I have searched but cant find this question anywhere. My wife and I are about to take on iPhone development and we've only got the funds to purchase one iMac 24" to do this. Anyone out there with iPhone development experience know if two different Apple developer accounts can be profiled on one development Mac? Not only via the developer program but also does the XCODE (I believe it is) IDE support it?
What we're hoping to be able to do is that I can log in with my profile and developer/debug, etc my iPhone application and her do the same under her own profile (not seeing mine and vice-versa). Time sharing wont be an issue as I work from home while she works away from home and we'll be able to figure out that part no problem.
Please understand that we're both completely new to the Mac, OS X as well as the iPhone development arena and so we have no idea if this is possible. If not our second option would be to purchase two Mac Mini's (keyboards and mice too) and figure out some KVM to each of our existing PC's monitors that we already have, and develop that way. We would rather not and just share one iMac between two developer accounts and IDE profiles.
UPDATE: My wife and I invested in a 24" iMac from Best Buy utilizing a 12 month no-interest offer, which made it the choice over the 20" iMac. Its got plenty of RAM (4G out of 8G max) and HD space (640G) and we're getting used to the MAC OS X and will begin developing soon. We've created two OS X accounts, to keep settings and such separate. Either Windows moved closer to OS X or vice-versa as things on OS X seem quite intuitive and we were highly impressed at the whole un-box and setup time of about 8 minutes! So far, so good.
You can have multiple Apple IDs and multiple developer accounts if you work for multiple organizations. Or you can use one Apple ID for everything, or one for your personal apps and one for your professional apps.
In other words, 2 Standard teams, and 2 Enterprise teams, with apps in the store from both Standard teams all listed as created by "My Company, Inc.".
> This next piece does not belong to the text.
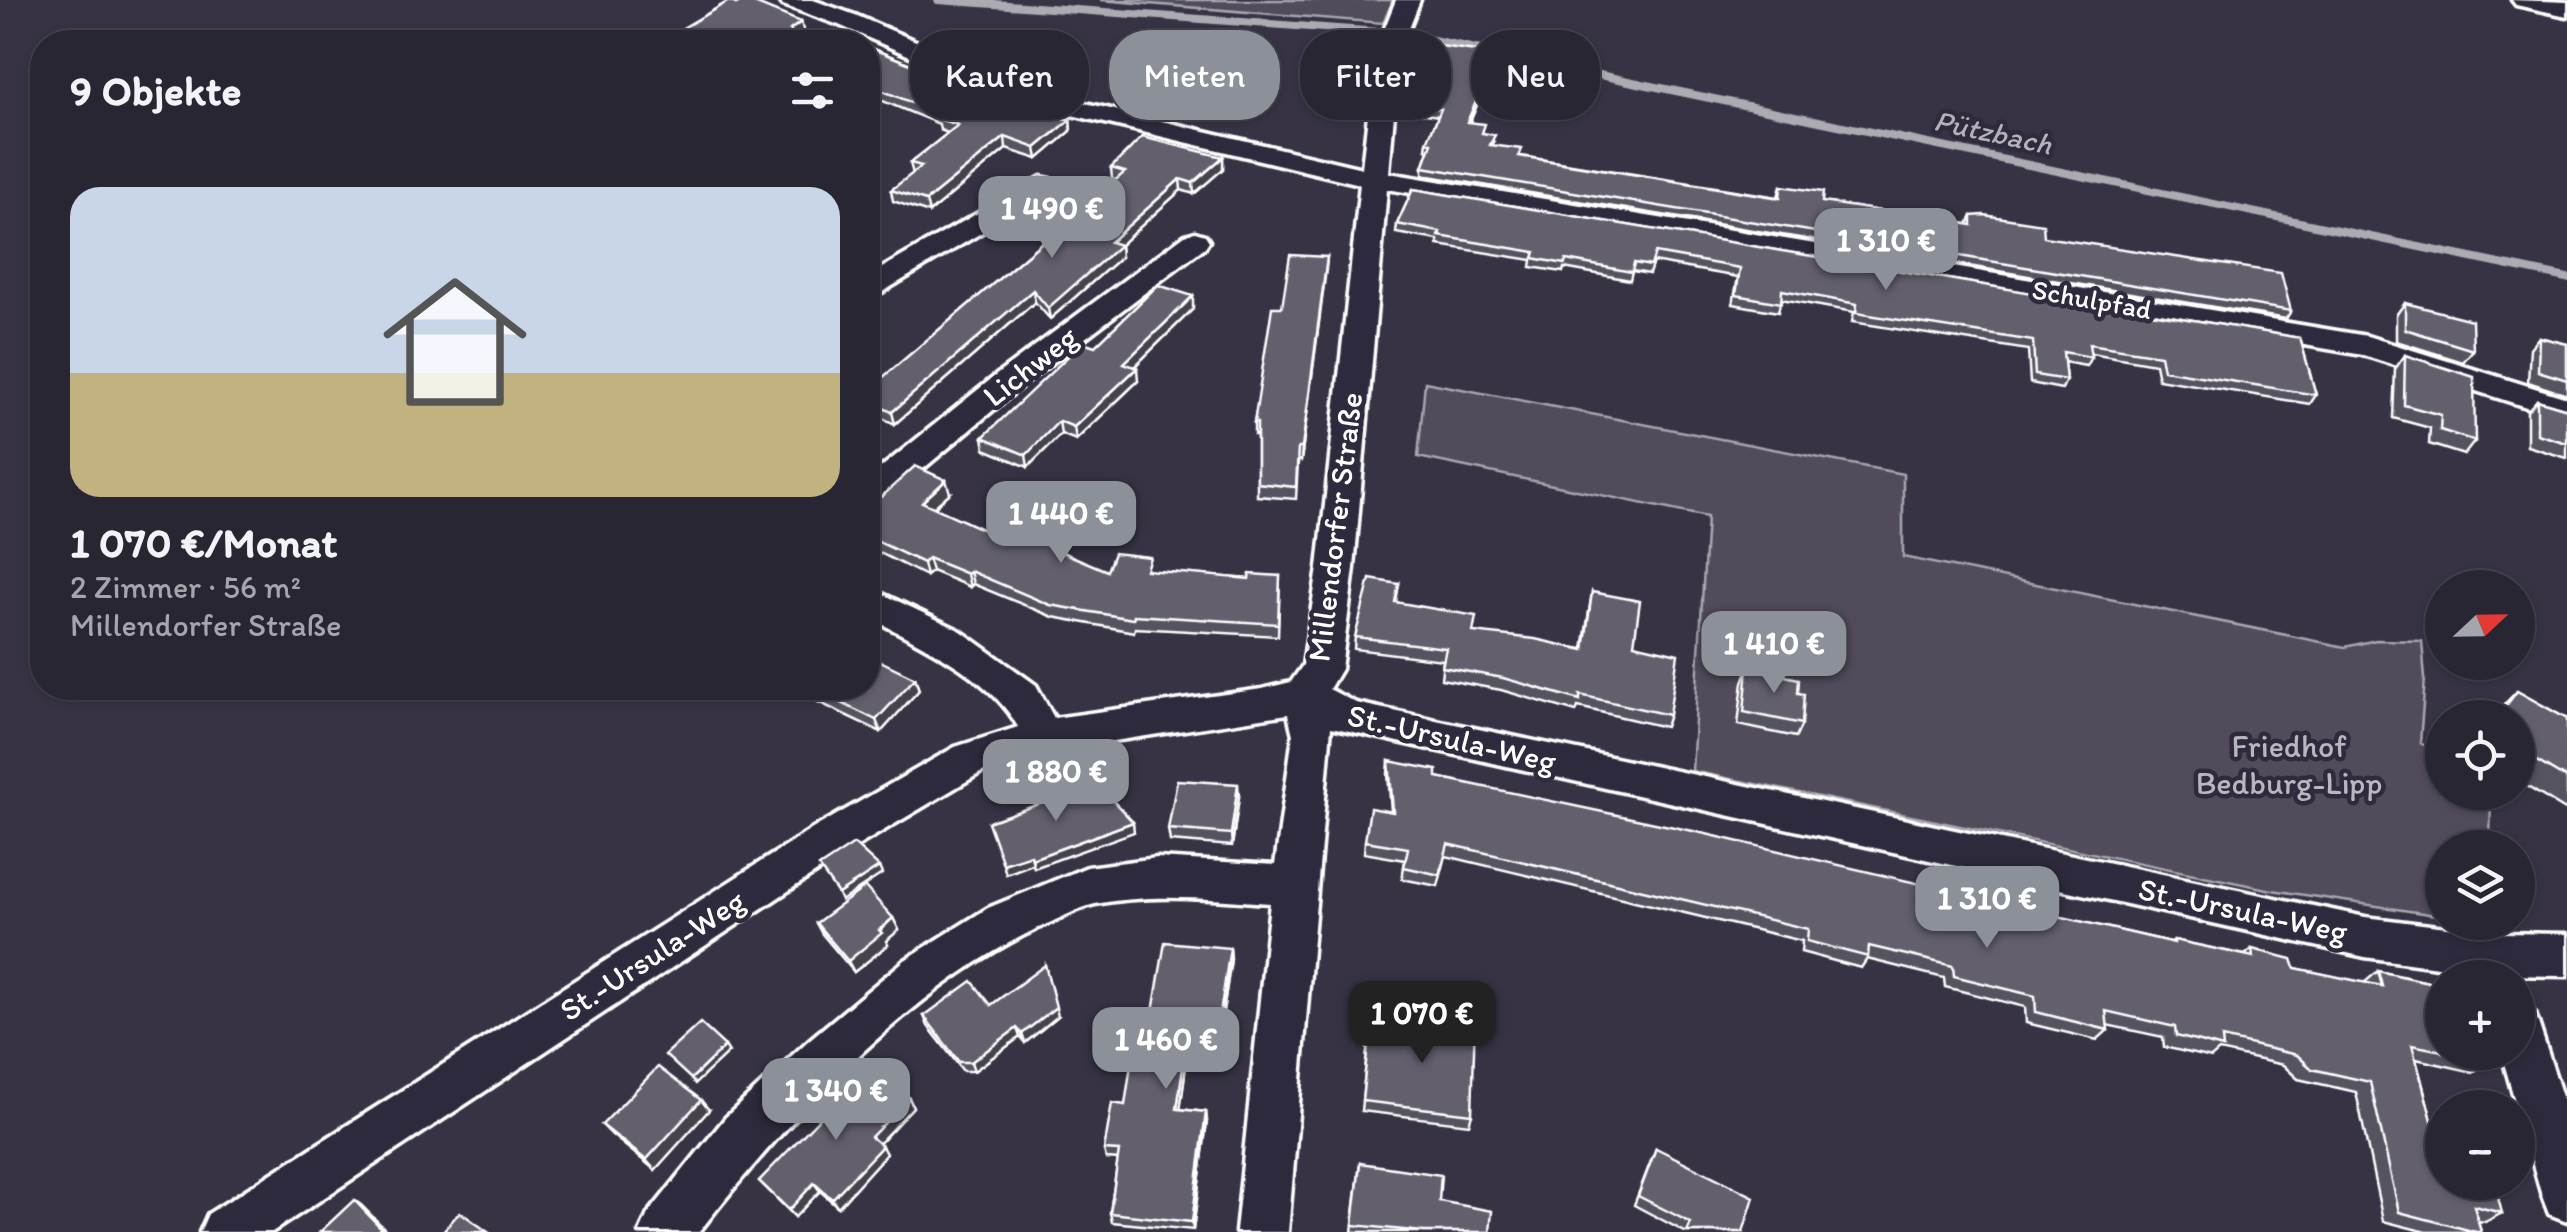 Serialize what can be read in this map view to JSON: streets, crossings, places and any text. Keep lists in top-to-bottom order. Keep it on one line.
{"streets":{"street":["Schulpfad","Lichweg","Millendorfer Straße","St.-Ursula-Weg"]},"crossings":[["Schulpfad","Millendorfer Straße"],["Millendorfer Straße","St.-Ursula-Weg"]],"water":["Pützbach"],"parks":["Friedhof Bedburg-Lipp"],"north":"right","page":{"chip":["Kaufen","Mieten","Filter","Neu"],"heading":"9 Objekte","list":[{"name":"1 070 €/Monat","note":"2 Zimmer · 56 m² · Millendorfer Straße"}],"price":["1 490 €","1 310 €","1 440 €","1 410 €","1 880 €","1 310 €","1 070 €","1 460 €","1 340 €"],"map_buttons":["+","−"]}}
Use your Apple ID if your app's primary purpose is to learn, or if you work for yourself, don't ever see yourself expanding the business past yourself and don't want the hassle of opening a separate legal entity. In every other case, it's better to create a new Apple ID for your new developer account.
Sure. Just make two user accounts on the iMac. Easy!
I have two iPhone developer accounts that I work with, so instead of two accounts and two people, it's two accounts and one person. Unfortunately, being the same person both accounts ended up with the same Agent name (and it appears nearly impossible to change this - my case requesting the change has been open with Apple for months).
This resulted in two sets of keys and certificates and the keys have the same name. This causes problems in Xcode, both in the Organizer and in code signing. I filed bugs on these 6635822) some time ago, but ended up just now finding a work-around for both problems. I wrote it down in a blog entry in case it'd be helpful to others.
http://geekanddad.wordpress.com/2009/07/25/work-around-for-multiple-iphone-dev-account-and-code-signing-and-xcode-organizer-problems/
Update: Jan 2010: it looks like Apple has addressed this with their certificate generation - User Names now seem to have a number appended to them in parenthesis (e.g., My Name (A340D)). I have not tried to regenerate certificates on previous accounts to see if they get this hash added, but newly created ones are having this added.
Update: Feb 12 2010: Yes, if you regenerate the certificate on the account it appends a number to the name and this whole issue is a non-issue. So you can just have one keychain and all your certificates there now - thanks apple!
That's one way. You can share the single copy of the /Developer tools, but each have your own login name, preferences, and keychains.
If you share the same Mac OS X user account, but have two ADC identities, on the Safari side you just have to make sure you log out of the ADC website when you trade places.
On the Xcode side, you'll need to add both Developer Certificates to your keychain, and both Provisioning Profiles to Xcode's organizer. I recommend that you each have your own phone, if you're going to have separate Provisioning Profiles and Developer Certificates.
The crucial part is that for each project you work on, you need to set the Code Signing Identity to the full and exact identity for the person who owns it. The projects come set up with a wildcard identity of "iPhone Developer"; you need to change it to "iPhone Developer—John Appleseed" to use your signing certificate and profile, and your wife has to do the same on her projects.